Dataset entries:
--*--

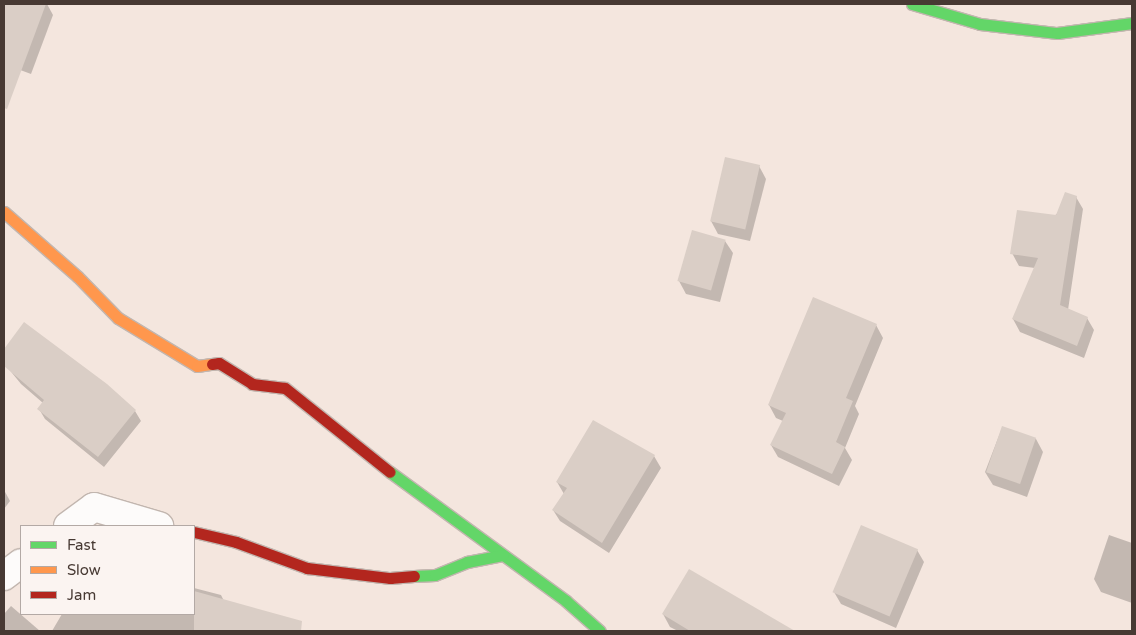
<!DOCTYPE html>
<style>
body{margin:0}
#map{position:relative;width:1136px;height:635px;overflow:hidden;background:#f4e6de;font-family:"Varela Round",sans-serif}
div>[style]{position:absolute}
.shadow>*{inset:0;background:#0003}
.building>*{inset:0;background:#dacec6;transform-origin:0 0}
.roads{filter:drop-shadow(1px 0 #c2b6af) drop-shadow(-1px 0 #c2b6af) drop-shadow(0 1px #c2b6af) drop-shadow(0 -1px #c2b6af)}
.street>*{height:28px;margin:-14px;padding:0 14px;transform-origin:14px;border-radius:14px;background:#fdfbfa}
.fast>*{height:11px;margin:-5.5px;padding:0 5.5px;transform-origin:5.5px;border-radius:5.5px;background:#63d668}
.slow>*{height:11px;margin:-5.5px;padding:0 5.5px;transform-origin:5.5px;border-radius:5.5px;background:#ff974d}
.jam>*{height:11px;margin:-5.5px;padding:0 5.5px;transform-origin:5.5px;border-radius:5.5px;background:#b3261e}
span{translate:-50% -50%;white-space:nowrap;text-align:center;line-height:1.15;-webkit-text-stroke:4.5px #fbf4f1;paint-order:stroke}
.frame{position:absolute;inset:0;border:5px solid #473933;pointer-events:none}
.legend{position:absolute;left:20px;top:525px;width:175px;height:90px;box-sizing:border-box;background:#fbf4f1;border:1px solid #b3a9a5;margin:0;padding:6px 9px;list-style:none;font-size:15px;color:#473933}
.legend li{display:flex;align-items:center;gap:10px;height:25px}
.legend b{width:25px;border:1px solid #b3a9a5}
</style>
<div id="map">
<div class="shadow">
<div style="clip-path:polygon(4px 4px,47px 4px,53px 15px,31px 74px,4px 64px)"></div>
<div style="clip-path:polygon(759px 166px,766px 179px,750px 241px,718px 234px,711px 221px)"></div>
<div style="clip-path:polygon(1076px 197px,1083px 209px,1068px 310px,1087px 318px,1094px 330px,1084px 358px,1020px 332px,1013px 319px,1035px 268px,1019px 266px,1012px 253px)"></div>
<div style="clip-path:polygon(725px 241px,733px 253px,720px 302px,686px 294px,679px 281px)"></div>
<div style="clip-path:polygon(24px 324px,106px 385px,135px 411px,141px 421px,104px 467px,45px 419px,39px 409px,43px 403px,21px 384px,4px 363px,4px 351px)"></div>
<div style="clip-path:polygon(876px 325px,883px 338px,855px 406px,859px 414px,845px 448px,852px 460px,839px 486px,778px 457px,771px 445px,783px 421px,776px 418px,769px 405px)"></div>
<div style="clip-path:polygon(1002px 428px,1036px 439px,1043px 452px,1027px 497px,993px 485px,985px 472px)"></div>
<div style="clip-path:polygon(654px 456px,661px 468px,609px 553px,560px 521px,553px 510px,564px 494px,557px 482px)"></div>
<div style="clip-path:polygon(4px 490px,10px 501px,4px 509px)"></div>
<div style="clip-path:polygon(1109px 535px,1132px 543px,1132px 603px,1101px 592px,1094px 579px)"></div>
<div style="clip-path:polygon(917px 550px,924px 562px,896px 628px,841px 604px,834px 592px)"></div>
<div style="clip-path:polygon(194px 588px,221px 595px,224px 601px,273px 625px,271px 631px,52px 631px,62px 614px,194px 614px)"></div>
<div style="clip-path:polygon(11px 606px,40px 631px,4px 631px,4px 614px)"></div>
<div style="clip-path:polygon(663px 614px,772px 619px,779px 631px,678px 631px,670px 627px)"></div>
</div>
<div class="building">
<div style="clip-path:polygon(4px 4px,46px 4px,7px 109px,4px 108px)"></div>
<div style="left:725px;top:157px;width:36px;height:66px;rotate:13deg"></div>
<div style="clip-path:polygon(1065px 192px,1077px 196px,1060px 305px,1088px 317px,1077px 346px,1012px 319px,1038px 258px,1010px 254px,1017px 210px,1056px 215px)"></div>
<div style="left:692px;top:230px;width:35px;height:53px;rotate:16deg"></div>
<div style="clip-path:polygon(813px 297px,877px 324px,846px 398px,853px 401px,836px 442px,845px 447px,832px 474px,770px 445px,786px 413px,768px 405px)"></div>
<div style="clip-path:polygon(24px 322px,107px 384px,136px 410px,98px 457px,37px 409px,44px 400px,4px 366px,4px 349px)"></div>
<div style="clip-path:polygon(593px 420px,655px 455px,602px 543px,552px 510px,567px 488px,556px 482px)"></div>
<div style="left:1002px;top:426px;width:36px;height:49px;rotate:19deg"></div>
<div style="left:861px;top:525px;width:62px;height:73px;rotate:23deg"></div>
<div style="clip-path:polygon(689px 569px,795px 631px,690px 631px,662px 614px)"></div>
<div style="clip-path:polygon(194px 591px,302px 621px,301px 631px,194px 631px)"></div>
</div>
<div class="roads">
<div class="street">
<div style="left:68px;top:526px;width:32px;rotate:-36deg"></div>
<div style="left:94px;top:507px;width:68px;rotate:16.3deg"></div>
<div style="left:4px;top:576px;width:21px;rotate:-37deg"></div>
</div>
<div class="fast">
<div style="left:912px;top:4px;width:71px;rotate:16.4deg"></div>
<div style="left:980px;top:24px;width:78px;rotate:6.7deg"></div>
<div style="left:1057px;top:33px;width:76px;rotate:-7.6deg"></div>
<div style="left:390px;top:472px;width:218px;rotate:36.2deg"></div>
<div style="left:566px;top:601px;width:45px;rotate:41.4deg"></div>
<div style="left:414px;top:576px;width:21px;rotate:-3deg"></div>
<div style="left:435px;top:575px;width:35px;rotate:-22deg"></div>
<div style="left:467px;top:562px;width:36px;rotate:-11deg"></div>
</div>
<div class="slow">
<div style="left:4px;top:212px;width:98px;rotate:41.3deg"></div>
<div style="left:78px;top:277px;width:57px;rotate:45.7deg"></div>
<div style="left:118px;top:318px;width:92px;rotate:31.3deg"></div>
<div style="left:197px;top:366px;width:15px;rotate:-8deg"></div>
</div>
<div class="jam">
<div style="left:212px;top:364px;width:7px;rotate:-8deg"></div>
<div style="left:219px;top:363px;width:39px;rotate:32deg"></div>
<div style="left:252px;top:384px;width:33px;rotate:7deg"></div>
<div style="left:285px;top:388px;width:134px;rotate:38.7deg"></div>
<div style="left:194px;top:532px;width:43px;rotate:13.4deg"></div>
<div style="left:236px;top:542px;width:76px;rotate:20.1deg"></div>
<div style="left:307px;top:568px;width:84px;rotate:6.9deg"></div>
<div style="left:390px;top:578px;width:24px;rotate:-5deg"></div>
</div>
</div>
<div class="frame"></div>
<ul class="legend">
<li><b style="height:6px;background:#63d668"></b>Fast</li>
<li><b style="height:6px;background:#ff974d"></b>Slow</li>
<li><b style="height:6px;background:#b3261e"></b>Jam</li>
</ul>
</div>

--*--

### TASK REQUIREMENTS
From the first line of the records down through the line containing "0 #c2b6af) drop-shadow(-1px", transcribe exactly those lines and no others, both ends kept, pictures dropped.

### RESPONSE TO THIS TASK
<!DOCTYPE html>
<style>
body{margin:0}
#map{position:relative;width:1136px;height:635px;overflow:hidden;background:#f4e6de;font-family:"Varela Round",sans-serif}
div>[style]{position:absolute}
.shadow>*{inset:0;background:#0003}
.building>*{inset:0;background:#dacec6;transform-origin:0 0}
.roads{filter:drop-shadow(1px 0 #c2b6af) drop-shadow(-1px 0 #c2b6af) drop-shadow(0 1px #c2b6af) drop-shadow(0 -1px #c2b6af)}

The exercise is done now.